Every line of the material below, from the top through the line with "Draw a box around", should be reproduced exactly.
#####
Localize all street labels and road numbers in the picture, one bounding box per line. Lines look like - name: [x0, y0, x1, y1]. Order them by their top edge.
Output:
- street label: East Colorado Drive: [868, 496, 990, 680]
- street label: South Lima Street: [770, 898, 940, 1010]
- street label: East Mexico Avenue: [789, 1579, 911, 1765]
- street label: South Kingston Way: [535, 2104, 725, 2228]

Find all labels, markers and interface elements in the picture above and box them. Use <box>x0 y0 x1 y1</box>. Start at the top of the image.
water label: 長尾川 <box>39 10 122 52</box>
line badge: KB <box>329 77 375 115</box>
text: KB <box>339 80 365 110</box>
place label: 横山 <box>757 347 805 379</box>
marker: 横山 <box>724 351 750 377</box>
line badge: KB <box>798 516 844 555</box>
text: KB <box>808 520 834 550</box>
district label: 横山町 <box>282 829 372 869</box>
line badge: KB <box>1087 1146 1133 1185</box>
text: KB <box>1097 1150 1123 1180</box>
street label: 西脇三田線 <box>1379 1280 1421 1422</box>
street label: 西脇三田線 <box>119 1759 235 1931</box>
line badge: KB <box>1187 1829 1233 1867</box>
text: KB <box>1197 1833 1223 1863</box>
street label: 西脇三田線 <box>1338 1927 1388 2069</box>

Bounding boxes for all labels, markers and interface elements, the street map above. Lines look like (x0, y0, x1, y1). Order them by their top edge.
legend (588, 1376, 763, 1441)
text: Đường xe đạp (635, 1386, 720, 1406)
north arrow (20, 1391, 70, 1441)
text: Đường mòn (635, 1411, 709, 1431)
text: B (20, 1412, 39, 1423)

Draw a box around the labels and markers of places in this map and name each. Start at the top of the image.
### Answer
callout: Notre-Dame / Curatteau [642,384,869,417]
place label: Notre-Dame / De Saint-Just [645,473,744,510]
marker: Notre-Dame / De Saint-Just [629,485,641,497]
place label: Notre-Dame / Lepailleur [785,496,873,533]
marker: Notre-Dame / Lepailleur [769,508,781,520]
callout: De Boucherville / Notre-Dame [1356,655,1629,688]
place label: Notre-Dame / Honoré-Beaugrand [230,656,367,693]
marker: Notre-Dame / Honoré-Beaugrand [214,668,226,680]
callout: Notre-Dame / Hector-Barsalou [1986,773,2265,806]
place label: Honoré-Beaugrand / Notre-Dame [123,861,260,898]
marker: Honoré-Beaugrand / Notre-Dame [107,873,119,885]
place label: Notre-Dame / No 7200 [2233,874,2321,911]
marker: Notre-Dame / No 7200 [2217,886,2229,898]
#####
Solution to the exercise |
Localize all street labels and road numbers in the picture, one bounding box per line. Lines look like - name: [x0, y0, x1, y1]. Order them by their top edge.
Output:
- street label: East Colorado Drive: [868, 496, 990, 680]
- street label: South Lima Street: [770, 898, 940, 1010]
- street label: East Mexico Avenue: [789, 1579, 911, 1765]
- street label: South Kingston Way: [535, 2104, 725, 2228]

Find all labels, markers and interface elements in the picture above and box them. Use <box>x0 y0 x1 y1</box>. Start at the top of the image.
water label: 長尾川 <box>39 10 122 52</box>
line badge: KB <box>329 77 375 115</box>
text: KB <box>339 80 365 110</box>
place label: 横山 <box>757 347 805 379</box>
marker: 横山 <box>724 351 750 377</box>
line badge: KB <box>798 516 844 555</box>
text: KB <box>808 520 834 550</box>
district label: 横山町 <box>282 829 372 869</box>
line badge: KB <box>1087 1146 1133 1185</box>
text: KB <box>1097 1150 1123 1180</box>
street label: 西脇三田線 <box>1379 1280 1421 1422</box>
street label: 西脇三田線 <box>119 1759 235 1931</box>
line badge: KB <box>1187 1829 1233 1867</box>
text: KB <box>1197 1833 1223 1863</box>
street label: 西脇三田線 <box>1338 1927 1388 2069</box>

Bounding boxes for all labels, markers and interface elements, the street map above. Lines look like (x0, y0, x1, y1). Order them by their top edge.
legend (588, 1376, 763, 1441)
text: Đường xe đạp (635, 1386, 720, 1406)
north arrow (20, 1391, 70, 1441)
text: Đường mòn (635, 1411, 709, 1431)
text: B (20, 1412, 39, 1423)

Draw a box around the labels and markers of places in this map and name each. Start at the top of the image.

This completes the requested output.